Die Situation ist dramatisch. “In Süd- und Mittelamerika wird mehr Kokain produziert als je zuvor”, warnt Catherine de Bolle, Leiterin von Europol, der europäischen Polizeibehörde. Neben Hamburg überwacht De Bolle auch die beiden anderen wichtigsten europäischen Häfen für den Kokainschmuggel: Rotterdam und Antwerpen. Im Jahr 2023 wurden dort insgesamt 175 Tonnen entdeckt, weit mehr als im Hamburger Hafen. Die Menge, die in Rotterdam und Antwerpen beschlagnahmt wurde, stieg jedoch zwischen 2022 und 2023 nur um knapp 10 Prozent. In Hamburg hingegen betrug der Anstieg 500 Prozent, von sechs auf fünfunddreißig Tonnen. Für die deutschen Ermittler schrillen die Alarmglocken.

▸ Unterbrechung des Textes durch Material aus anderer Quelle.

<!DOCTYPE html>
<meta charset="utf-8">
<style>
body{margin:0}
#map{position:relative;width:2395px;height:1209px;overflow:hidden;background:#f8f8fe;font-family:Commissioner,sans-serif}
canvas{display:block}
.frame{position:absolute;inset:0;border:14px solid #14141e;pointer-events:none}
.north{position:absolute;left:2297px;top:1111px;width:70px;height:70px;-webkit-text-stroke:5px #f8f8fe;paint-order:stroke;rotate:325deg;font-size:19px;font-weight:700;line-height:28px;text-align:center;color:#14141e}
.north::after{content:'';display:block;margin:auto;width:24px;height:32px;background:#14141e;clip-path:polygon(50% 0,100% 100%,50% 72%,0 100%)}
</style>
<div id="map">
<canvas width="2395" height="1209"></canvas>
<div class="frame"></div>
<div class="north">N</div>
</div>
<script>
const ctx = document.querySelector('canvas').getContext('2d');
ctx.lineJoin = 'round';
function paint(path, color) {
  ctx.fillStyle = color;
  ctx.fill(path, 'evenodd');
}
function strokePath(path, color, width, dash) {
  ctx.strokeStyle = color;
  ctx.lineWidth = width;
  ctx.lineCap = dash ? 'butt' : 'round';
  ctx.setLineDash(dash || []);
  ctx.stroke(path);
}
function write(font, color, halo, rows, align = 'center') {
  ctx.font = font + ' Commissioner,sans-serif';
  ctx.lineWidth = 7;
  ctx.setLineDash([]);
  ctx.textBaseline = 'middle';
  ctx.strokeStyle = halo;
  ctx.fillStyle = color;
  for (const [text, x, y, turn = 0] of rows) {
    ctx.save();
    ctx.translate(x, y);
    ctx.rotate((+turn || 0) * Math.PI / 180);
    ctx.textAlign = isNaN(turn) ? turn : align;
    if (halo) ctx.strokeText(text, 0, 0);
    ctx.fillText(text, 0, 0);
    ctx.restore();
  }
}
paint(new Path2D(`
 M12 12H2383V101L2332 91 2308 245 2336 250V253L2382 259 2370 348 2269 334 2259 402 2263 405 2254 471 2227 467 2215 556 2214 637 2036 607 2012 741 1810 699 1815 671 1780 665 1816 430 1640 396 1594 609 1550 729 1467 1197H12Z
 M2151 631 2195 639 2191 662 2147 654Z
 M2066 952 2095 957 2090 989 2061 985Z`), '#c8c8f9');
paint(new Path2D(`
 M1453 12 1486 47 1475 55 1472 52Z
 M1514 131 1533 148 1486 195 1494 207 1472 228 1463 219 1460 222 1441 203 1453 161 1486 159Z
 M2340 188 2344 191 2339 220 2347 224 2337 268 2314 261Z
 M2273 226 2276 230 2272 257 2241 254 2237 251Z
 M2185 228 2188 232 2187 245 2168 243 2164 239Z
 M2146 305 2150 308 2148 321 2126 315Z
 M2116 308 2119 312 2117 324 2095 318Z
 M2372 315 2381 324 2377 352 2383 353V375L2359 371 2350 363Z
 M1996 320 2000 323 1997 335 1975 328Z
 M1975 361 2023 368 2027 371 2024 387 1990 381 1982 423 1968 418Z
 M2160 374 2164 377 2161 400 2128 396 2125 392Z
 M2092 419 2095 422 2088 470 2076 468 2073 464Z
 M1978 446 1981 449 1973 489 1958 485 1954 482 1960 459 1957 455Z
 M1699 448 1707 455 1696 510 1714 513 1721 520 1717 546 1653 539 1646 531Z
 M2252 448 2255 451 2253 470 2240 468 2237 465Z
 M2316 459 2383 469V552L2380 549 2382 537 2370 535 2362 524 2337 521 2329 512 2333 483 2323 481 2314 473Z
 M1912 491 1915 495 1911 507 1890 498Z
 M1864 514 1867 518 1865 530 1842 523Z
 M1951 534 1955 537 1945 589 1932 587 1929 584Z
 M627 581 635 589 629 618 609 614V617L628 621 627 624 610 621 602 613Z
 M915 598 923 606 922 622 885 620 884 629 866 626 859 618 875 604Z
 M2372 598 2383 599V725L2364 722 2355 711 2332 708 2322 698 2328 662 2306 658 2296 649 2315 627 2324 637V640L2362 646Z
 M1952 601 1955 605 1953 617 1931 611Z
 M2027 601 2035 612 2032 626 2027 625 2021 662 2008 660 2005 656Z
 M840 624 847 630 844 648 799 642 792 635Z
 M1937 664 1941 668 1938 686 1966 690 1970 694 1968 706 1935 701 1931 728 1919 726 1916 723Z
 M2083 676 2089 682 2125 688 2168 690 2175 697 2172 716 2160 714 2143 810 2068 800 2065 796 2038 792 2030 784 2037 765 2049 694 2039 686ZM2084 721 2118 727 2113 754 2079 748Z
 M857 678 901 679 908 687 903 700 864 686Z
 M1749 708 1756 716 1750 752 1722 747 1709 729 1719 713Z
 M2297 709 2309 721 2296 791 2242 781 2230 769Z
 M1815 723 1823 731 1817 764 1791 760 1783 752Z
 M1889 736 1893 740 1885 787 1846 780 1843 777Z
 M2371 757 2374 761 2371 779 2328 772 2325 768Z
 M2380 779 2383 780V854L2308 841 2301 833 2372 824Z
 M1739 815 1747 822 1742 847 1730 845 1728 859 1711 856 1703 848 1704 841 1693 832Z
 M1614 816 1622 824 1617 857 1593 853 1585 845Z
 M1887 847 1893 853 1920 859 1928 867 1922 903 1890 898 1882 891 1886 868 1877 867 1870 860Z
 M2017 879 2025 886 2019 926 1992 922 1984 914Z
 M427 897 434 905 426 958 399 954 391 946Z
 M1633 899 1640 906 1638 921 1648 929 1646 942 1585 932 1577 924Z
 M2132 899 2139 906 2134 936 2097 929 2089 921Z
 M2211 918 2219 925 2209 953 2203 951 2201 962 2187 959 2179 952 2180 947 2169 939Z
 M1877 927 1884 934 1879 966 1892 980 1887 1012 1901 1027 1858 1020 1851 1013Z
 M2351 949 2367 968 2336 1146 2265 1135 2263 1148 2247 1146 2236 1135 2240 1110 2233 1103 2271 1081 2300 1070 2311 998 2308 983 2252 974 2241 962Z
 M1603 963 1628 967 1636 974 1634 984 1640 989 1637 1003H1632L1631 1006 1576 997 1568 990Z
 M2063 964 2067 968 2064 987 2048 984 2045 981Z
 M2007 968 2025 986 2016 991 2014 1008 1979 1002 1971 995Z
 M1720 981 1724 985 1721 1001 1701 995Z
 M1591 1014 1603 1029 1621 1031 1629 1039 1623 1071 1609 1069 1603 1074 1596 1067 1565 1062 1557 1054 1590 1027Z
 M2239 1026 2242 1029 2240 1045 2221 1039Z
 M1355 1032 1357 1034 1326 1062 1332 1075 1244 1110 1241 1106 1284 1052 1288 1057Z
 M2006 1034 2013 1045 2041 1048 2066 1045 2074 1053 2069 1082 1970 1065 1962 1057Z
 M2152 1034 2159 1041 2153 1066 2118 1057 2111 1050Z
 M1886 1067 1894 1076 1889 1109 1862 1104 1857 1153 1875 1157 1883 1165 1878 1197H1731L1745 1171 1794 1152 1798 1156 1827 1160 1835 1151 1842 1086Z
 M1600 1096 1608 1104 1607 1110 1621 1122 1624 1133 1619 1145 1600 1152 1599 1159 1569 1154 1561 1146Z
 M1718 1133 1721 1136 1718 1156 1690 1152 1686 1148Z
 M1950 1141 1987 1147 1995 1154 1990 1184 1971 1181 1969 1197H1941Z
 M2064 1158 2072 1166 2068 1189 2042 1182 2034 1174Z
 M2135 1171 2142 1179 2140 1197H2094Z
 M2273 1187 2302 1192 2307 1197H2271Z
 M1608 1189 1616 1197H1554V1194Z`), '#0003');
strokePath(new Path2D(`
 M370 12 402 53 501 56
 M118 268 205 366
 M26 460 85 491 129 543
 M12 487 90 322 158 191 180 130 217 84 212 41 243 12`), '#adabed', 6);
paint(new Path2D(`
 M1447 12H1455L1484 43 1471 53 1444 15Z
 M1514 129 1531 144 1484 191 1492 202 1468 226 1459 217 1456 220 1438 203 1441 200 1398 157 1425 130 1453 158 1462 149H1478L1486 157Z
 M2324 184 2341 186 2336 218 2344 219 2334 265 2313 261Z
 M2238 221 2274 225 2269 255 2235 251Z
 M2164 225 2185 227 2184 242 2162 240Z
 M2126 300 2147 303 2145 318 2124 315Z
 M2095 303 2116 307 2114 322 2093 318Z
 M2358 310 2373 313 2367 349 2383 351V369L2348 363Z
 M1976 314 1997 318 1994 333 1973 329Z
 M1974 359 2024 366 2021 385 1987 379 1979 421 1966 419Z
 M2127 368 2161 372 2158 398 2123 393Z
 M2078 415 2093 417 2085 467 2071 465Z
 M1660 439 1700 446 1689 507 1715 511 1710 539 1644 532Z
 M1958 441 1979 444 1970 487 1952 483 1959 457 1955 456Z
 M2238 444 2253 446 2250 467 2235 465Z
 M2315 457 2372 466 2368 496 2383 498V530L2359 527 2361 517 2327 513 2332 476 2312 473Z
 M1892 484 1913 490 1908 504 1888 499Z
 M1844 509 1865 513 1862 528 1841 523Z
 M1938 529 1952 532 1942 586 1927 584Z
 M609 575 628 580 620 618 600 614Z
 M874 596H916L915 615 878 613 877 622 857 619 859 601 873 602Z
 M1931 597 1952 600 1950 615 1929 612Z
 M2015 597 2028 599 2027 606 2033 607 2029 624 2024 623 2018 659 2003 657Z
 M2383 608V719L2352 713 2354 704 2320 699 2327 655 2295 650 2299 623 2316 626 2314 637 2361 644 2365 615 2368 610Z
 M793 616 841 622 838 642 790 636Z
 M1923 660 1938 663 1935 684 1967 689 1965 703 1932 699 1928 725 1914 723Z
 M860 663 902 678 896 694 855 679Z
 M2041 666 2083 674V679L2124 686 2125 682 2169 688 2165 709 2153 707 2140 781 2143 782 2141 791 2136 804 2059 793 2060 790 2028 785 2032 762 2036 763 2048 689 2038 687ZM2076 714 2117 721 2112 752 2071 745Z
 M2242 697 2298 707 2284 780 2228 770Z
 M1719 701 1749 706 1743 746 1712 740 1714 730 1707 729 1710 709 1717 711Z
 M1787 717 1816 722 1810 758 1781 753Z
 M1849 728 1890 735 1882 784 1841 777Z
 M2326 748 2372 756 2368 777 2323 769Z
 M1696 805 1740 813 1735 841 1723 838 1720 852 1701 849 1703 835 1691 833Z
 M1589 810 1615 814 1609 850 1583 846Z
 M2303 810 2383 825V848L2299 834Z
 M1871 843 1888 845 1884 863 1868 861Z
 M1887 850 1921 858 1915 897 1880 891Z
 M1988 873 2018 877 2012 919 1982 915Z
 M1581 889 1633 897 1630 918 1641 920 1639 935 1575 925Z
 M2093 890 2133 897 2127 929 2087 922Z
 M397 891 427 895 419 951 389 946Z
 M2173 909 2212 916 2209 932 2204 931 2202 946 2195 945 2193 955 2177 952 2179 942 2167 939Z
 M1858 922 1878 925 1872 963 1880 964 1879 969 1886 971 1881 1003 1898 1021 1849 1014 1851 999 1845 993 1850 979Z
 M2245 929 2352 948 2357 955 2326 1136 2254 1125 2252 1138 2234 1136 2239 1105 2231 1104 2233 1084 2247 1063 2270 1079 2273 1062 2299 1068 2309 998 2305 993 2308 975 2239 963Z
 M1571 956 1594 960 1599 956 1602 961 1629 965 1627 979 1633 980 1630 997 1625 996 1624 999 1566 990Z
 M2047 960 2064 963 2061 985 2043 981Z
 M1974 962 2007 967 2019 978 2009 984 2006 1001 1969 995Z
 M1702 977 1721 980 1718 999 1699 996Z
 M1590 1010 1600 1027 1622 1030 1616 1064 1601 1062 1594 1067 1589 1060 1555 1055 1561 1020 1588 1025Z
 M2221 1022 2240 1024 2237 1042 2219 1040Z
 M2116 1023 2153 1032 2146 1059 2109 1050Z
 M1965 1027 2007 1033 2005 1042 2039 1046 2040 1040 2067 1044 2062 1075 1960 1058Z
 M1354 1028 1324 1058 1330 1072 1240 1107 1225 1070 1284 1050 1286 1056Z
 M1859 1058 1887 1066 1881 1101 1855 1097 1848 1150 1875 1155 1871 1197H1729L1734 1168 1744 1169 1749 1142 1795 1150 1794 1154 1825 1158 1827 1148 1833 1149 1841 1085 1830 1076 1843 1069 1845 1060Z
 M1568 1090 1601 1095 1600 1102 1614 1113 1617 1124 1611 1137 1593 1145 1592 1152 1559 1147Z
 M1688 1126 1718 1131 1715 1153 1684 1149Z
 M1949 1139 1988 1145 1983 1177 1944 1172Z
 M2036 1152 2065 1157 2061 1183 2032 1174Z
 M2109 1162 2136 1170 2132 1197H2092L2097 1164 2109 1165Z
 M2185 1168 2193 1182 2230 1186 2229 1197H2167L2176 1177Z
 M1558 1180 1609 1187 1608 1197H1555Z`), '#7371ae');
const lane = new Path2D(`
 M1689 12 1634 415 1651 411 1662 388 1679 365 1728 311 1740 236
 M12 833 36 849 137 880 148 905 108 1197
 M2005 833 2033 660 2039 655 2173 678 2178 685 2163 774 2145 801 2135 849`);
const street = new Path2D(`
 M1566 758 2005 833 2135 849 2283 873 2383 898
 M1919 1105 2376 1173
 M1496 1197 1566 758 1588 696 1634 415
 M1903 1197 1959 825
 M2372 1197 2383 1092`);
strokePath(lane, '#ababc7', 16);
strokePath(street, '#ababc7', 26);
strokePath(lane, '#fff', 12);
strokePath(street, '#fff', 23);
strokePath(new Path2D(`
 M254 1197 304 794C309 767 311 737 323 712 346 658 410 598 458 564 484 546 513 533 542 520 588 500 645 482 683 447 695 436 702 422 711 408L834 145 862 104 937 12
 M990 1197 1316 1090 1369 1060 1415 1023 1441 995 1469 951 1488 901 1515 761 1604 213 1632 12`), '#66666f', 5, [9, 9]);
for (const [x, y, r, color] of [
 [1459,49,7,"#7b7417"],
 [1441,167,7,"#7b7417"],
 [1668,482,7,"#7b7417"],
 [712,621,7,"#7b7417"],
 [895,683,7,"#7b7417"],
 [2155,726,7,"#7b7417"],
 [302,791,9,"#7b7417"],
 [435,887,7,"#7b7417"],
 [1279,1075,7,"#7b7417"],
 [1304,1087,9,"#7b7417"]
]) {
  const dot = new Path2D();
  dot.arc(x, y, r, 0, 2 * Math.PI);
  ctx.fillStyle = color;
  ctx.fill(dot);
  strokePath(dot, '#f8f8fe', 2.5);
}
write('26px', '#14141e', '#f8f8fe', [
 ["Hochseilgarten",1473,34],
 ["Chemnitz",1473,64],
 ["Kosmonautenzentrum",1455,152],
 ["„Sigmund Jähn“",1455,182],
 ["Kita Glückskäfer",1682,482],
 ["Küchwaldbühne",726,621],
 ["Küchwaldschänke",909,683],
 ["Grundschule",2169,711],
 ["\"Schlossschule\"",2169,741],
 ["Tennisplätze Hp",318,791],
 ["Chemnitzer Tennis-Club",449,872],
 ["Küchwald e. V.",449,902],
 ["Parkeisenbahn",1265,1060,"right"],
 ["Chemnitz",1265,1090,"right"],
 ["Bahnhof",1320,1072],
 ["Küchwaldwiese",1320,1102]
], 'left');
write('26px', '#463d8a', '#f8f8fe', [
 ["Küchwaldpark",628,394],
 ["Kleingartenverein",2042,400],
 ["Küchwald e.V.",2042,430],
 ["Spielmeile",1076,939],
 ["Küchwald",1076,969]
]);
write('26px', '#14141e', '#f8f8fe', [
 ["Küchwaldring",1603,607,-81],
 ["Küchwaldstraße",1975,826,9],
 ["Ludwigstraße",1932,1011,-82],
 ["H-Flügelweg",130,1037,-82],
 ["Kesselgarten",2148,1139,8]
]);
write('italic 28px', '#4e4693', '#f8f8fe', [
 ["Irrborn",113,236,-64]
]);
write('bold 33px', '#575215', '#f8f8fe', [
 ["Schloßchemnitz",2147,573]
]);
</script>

Hat sich die Situation in Deutschland verschärft, weil die Kontrollen in Rotterdam und Antwerpen zugenommen haben? Suchen Schmuggler immer nach den einfachsten Wegen und ist Hamburg daher ihre neue bevorzugte Route geworden? Ermittler wie Erdmann haben Schwierigkeiten, sich ein klares Bild zu machen, da die massiven Funde das Gesamtbild verzerren. Doch die neuesten Berichte des Bundeskriminalamts über den Drogenhandel deuten genau darauf hin: Im vergangenen Jahr stieg in Deutschland die Zahl der Fälle, in denen “nicht unerhebliche Mengen an Betäubungsmitteln” beschlagnahmt wurden, um 25 Prozent.
Lange Zeit haben Politiker und die Öffentlichkeit die Situation ignoriert. Wenn es um Drogen ging, schien Kokain das kleinere Übel zu sein: illegal, aber irgendwie auch exklusiv.
Zudem schien Kokain, bevor seine billigere Variante Crack—das geraucht wird und extrem süchtig macht—auf deutschen Straßen auftauchte, kein weitverbreitetes Elend zu verursachen. Auch Todesfälle waren selten. Zynisch gesagt: Es war eine Zahl, die die Gesellschaft und damit auch die Politiker tolerieren konnten.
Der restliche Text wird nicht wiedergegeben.